An excellent paper by Tim Sandefur summarizes the disappointing results of the political backlash stimulated by Kelo v. City of New London, which upheld the use of eminent domain to transfer property from one private citizen to another for purposes of “economic development.”
In the aftermath of Kelo, many commentators, including Judge Richard Posner and Chief Justice John Roberts at his Senate confirmation hearings claimed that state legislative reform is a viable alternative to judicial enforcement of public use limitations. Posner even claimed that it provides justification for the Court’s decision in Kelo itself (see my paper on Kelo, pg. 65-66). Although some forty states have either adopted or considered legislation to curb eminent domain power in the aftermath of Kelo, Sandefur concludes that only five – “Indiana, South Dakota, Georgia, Pennsylvania, and Florida” have enacted laws that actually provide “strong protections for property rights.” Numerous other states have passed laws that purport to restrict eminent domain abuse but actually do little or nothing.
In my view, the situation may be even worse than Sandefur suggests. Of the five states that have enacted meaningful legislation, two (South Dakota and Georgia) have little or no history of private-to-private condemnation for economic development in any case, and one (Florida) already has a judicial ban on economic development takings (though the new Florida law also restricts “blight” condemnations). As Sandefur points out, the Pennsylvania law to a large extent excludes the cities of Philadelphia and Pittsburgh, where most of the state’s development condemnations actually occur. Thus, only the Indiana and (to a lesser extent) Florida laws represent truly significant progress. I also think, for reasons discussed in my own forthcoming article on Kelo, that Sandefur is overly optimistic about anti-Kelo legislation being considered by the US Congress.
Why has the Kelo backlash largely failed? Sandefur blames the political power of development interests who benefit from private-to-private condemnations and the lack of a strong philosophical commitment to property rights. Both of these factors play a role. But Sandefur and other analysts fail to explain how development interests could overcome the opposition of the vast majority of the electorate that, according to surveys, opposes Kelo-style takings.
I would argue that political ignorance on the part of voters also plays a major role.
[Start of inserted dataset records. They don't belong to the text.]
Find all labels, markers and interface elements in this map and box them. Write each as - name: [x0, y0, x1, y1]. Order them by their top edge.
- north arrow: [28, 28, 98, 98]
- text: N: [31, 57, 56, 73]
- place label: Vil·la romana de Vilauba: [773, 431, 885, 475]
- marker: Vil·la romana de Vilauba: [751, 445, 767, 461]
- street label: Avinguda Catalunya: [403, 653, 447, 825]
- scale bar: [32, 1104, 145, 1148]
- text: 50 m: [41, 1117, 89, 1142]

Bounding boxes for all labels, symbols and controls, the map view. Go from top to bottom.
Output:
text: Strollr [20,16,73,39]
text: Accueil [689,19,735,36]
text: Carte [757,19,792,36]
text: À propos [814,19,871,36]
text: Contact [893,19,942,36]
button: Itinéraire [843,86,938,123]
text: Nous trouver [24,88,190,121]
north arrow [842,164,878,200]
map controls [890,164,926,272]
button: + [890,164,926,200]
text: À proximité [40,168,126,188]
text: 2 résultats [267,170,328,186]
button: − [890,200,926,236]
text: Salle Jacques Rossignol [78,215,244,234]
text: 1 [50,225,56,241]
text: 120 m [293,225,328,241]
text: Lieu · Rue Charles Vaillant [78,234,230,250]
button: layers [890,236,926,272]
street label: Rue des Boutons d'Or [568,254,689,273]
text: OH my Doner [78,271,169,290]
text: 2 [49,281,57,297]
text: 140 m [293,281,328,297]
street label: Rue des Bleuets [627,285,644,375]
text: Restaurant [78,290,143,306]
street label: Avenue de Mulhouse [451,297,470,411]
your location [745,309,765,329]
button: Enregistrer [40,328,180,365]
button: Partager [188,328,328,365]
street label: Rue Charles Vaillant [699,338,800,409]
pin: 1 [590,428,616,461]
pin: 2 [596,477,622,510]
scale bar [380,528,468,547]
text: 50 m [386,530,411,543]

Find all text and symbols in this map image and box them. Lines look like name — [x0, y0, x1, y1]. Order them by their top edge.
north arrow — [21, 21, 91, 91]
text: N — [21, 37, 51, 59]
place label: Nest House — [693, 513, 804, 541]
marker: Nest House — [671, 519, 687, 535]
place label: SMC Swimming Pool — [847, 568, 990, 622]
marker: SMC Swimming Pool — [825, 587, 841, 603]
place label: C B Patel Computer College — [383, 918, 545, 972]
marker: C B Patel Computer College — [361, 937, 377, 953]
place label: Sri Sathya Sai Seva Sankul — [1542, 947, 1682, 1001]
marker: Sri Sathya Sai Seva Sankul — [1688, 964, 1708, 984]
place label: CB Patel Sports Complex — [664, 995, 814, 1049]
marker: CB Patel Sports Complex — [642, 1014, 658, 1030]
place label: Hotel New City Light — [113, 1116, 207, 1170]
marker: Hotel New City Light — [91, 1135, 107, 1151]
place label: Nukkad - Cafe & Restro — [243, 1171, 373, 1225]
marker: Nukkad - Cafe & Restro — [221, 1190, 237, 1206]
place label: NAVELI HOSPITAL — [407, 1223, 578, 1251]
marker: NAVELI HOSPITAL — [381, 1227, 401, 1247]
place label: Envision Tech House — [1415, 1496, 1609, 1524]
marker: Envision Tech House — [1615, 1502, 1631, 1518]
A great deal of specialized knowledge and study is required to tell the difference between an anti-Kelo bill that meaningfully restricts eminent domain power and one that does little or nothing. The devil (and the angel, if any) is in the details! Most voters lack the ability or the incentive to scrutinize such details closely. Indeed, as I have argued in much of my scholarly work, it is rational for voters to pay little attention to the details of public policy because there is so little chance that any one voter’s decision will have a decisive impact on electoral outcomes.
Developers and other interest groups, on the other hand, have far superior knowledge about the details of legislation and strong incentives to keep track of them. Thus, skilled politicians can satisfy voters angered by Kelo by passing laws purporting to “reverse” it, while simultaneously avoiding the ire of development interests by ensuring that those laws are actually toothless. For the same reasons that ordinary voters don’t pay attention to the details of eminent domain law, they are also unlikely to pay attention to the details of its implementation. Thus, most will not notice that little has changed after the passage of “anti-Kelo” laws in their states. Run of the mill takings, even if abusive, are not likely to get the kind of widespread press coverage and attention that Kelo did. This dynamic will only get stronger as the excitement generated by Kelo begins to dissipate and public attention moves on to other issues.
This does not mean that all post-Kelo legislative reform is hopeless. It does, however, suggest that there are severe limits to what such reform can be expected to achieve. At the very least, supporters of property rights should be highly skeptical of claims that legislative reform is an adequate substitute for judicial enforcement of limits on the scope of public use.